¿Y si el escenario de precios cambiase a deflación?
Precios, precios… los precios de las commodities, de la energía, los mayores tipos de interés, Powell, BCE, la Fed… todos son ingredientes del discurso que semana sí y semana también se sucede en torno a la inflación. Ciudadanos, economistas y banqueros centrales, todos de una manera u otra muestran su preocupación por esa escalada sin freno cuyos efectos perniciosos son sobradamente conocidos.
Precisamente ahora, cuando el escenario es conocido por todos, quizás procede preguntarse si tiene cabida un discurso alternativo. Es como intentar entender qué hay detrás del (teórico) miedo de los bancos centrales a los datos que estamos conociendo.
Tras el pinchazo de la burbuja tecnológica, allá por principios de siglo XXI, bajó el mandato de Alan Greenspan, la Fed auspició una nueva etapa en la que las decisiones de política monetaria iban a tener muy en cuenta la situación de los mercados financieros. El giro fue radical, pues el precio del dinero se orientaba no solo a la estabilidad de los precios y el empleo, sino también al momento en el que se encontraban los mercados.
Tipos bajos alentaron todo tipo de riesgos, el más reconocido el pinchazo de la burbuja inmobiliaria. Pero no fue el único. No en vano llegó a reconocer que el mayor exceso de los mercados no estaba en las bolsas, sino en la deuda. La exuberancia irracional que ya forma parte de la historia económica.
De los efectos colaterales heredados, uno de ellos tuvo que ver con una abrupta caída de la inflación en 2008. Fueron momentos en los que la caída de los precios de los activos financieros y reales generaron un riesgo deflacionario. La actuación rápida de los bancos centrales tuvo muy en cuenta esa situación e inundaron la economía de dinero con políticas monetarias ultralaxas consistentes en presionar a la baja los tipos de interés de corto y largo plazo para incentivar el crédito y el consumo masivo. Y así hasta hoy, con la consecuencia sabida de que esa abundancia de dinero llevó la inflación a niveles no vistos en décadas.

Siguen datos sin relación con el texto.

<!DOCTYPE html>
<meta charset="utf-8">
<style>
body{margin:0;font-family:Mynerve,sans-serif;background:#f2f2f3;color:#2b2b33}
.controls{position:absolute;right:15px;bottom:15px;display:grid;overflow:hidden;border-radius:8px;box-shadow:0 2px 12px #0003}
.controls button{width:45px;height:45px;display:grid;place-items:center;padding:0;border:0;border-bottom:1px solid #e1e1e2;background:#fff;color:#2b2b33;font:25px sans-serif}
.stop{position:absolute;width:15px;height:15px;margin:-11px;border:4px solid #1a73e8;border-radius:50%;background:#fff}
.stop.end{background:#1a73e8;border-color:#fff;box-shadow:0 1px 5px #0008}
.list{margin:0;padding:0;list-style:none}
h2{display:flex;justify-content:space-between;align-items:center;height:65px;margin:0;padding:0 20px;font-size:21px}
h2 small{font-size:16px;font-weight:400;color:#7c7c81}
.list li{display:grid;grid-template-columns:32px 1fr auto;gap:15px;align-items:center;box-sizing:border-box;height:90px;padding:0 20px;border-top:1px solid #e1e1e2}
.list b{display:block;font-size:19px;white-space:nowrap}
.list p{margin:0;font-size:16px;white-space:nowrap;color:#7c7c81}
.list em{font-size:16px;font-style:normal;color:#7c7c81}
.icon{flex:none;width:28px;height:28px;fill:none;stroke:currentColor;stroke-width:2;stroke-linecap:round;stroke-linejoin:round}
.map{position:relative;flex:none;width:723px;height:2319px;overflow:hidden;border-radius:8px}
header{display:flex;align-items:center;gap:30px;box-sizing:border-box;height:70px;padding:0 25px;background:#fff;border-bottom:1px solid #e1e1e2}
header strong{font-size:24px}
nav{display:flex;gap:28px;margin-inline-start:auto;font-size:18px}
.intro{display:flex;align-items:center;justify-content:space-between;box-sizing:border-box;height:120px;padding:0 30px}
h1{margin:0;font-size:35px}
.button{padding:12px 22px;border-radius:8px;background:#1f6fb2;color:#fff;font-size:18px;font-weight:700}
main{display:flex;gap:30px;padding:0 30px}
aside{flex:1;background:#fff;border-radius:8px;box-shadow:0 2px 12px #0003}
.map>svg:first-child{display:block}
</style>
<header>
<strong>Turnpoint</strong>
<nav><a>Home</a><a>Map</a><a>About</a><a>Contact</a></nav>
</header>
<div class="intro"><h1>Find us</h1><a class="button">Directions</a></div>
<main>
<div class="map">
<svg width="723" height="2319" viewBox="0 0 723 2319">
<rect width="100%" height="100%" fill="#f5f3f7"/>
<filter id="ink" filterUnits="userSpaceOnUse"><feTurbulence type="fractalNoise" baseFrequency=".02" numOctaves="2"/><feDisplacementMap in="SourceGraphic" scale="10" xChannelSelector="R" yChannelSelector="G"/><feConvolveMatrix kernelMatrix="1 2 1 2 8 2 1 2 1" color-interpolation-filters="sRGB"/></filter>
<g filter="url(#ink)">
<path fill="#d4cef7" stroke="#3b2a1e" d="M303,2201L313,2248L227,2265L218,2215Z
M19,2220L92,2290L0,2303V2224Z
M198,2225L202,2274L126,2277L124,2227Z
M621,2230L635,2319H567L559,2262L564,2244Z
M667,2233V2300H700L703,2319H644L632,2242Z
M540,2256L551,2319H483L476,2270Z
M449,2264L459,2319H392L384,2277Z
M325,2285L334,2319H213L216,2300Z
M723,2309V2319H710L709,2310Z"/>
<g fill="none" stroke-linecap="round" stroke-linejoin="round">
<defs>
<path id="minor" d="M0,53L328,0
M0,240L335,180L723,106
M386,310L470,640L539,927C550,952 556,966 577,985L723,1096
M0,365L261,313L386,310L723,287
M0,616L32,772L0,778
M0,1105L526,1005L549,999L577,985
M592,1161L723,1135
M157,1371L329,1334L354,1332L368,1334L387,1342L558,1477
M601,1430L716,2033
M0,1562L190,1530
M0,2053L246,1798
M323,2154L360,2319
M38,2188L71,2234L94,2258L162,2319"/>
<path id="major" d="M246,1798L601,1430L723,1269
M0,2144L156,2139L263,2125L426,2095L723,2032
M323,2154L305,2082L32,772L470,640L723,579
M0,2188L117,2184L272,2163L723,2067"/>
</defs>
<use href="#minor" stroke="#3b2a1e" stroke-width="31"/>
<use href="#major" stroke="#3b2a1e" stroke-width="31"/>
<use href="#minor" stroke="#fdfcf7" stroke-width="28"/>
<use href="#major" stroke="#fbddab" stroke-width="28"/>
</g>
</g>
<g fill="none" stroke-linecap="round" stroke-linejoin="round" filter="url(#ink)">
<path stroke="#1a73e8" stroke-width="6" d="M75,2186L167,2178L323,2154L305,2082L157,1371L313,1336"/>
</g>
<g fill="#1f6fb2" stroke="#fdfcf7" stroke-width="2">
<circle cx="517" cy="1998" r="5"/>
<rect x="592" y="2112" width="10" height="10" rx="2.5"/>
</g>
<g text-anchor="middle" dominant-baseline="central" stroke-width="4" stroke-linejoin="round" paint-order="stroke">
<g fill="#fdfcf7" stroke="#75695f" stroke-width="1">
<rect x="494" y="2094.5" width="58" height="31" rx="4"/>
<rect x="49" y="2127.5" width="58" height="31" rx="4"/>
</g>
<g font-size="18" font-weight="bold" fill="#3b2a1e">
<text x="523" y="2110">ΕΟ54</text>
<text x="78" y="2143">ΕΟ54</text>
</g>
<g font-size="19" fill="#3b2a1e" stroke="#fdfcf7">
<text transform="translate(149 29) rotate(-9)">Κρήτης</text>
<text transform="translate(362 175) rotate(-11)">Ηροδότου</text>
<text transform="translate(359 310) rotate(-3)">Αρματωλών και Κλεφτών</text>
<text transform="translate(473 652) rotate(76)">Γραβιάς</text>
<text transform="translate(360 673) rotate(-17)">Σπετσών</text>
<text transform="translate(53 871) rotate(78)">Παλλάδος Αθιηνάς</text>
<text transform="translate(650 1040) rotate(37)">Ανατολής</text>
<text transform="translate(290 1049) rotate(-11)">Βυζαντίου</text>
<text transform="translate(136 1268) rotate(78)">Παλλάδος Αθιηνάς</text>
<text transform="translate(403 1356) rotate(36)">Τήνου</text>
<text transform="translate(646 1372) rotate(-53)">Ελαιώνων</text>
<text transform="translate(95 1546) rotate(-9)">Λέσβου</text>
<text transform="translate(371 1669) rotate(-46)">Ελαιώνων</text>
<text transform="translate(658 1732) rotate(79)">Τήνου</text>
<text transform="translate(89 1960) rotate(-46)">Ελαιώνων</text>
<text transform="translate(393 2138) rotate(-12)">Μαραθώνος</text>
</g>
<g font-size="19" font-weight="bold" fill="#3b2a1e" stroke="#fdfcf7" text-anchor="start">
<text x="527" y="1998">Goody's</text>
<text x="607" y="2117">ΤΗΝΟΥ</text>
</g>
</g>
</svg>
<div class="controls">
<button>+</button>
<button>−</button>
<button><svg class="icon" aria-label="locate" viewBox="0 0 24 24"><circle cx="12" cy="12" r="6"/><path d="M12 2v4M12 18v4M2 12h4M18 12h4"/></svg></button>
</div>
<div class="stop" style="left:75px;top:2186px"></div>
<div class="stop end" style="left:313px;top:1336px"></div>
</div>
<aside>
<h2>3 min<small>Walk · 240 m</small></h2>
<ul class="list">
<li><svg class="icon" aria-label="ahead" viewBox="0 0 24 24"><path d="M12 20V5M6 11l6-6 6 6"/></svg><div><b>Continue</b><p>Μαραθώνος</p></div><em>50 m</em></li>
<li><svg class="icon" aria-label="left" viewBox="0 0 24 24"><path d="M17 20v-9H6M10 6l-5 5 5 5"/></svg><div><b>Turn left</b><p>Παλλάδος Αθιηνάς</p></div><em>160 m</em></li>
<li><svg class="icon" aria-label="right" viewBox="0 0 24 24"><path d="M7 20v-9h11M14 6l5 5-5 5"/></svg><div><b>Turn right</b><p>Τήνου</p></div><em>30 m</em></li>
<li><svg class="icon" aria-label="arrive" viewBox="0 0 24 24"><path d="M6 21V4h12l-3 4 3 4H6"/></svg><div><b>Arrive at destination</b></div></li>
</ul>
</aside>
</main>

Desde aquí pueden pasar muchas cosas. Que la inflación se mantenga elevada o que se modere. Pero también que los agentes reacomoden sus expectativas y empiecen a posponer las decisiones de consumo de forma radicalmente contraria. Este factor tiene una probabilidad muy elevada de producirse incluso con los niveles de consumo observados. ¿El motivo? Vivimos una década de muy alta innovación con la diferencia en la aparición de empresas como Uber, Airbnb, Zoom, las DeFis, etc, que están llevando a una evidente deflación en el coste de muchos servicios.
Si la Fed provoca un terremoto en las bolsas, en la deuda, en los criptoactivos, en el mercado inmobiliario, así como en muchas inversiones de capital privado, el consumo privado se vería seriamente resentido
A este factor de maduración progresiva se le puede sumar un elemento inesperado en forma de deflación de los activos financieros. Si la Fed, como todo el mundo parece temer ahora, provoca un terremoto en las bolsas, en la deuda, en los criptoactivos, en el mercado inmobiliario, así como en muchas inversiones de capital privado que se han realizado gracias a financiación barata y valoraciones irreales, el consumo privado se vería seriamente resentido, pues la riqueza se verá reducida de forma considerable.
Eso es exactamente lo que intentó evitar Alan Greenspan 20 años atrás cuando tranquilizó a los inversores en el sentido de que sus decisiones no irían en a favor de mayores caídas en las bolsas.
Ese escenario hipotético sería letal. Si el consumo se frena en seco, también lo haría la inversión, pasando de un escenario de crecimiento económico moderado pero razonable a un crecimiento endémico. El problema es que muchos gobiernos se han esforzado en aprovechar tipos bajos para, mediante la inflación, hacer dos cosas. Impulsar el crecimiento nominal y tener un respiro a la hora de pagar sus abultadas deudas. El caso español es muy evidente de una mala gestión económica ayudada por esa contabilidad para dar la apariencia de un crecimiento robusto.
Entonces el problema sería mayúsculo. La deflación entraría en juego y, si hay algo peor que un crecimiento elevado de los precios, es una deflación.
En un mundo hiperapalancado, los deudores tendrían serias dificultades para hacer frente a sus compromisos de pago y eventualmente algunos tendrían que incumplirlos. Los bancos centrales perderían la poca credibilidad que les queda si en su discurso de políticas menos expansivas empiezan a recular y a reconocer que subieron tipos sin margen de actuación.
Así puede resultar de caprichosa la interpretación de la economía. Pasar de un escenario inflacionista a uno deflacionista. Eso es lo que ocurre, queridos lectores, cuando los bancos centrales pierden el control de sus decisiones.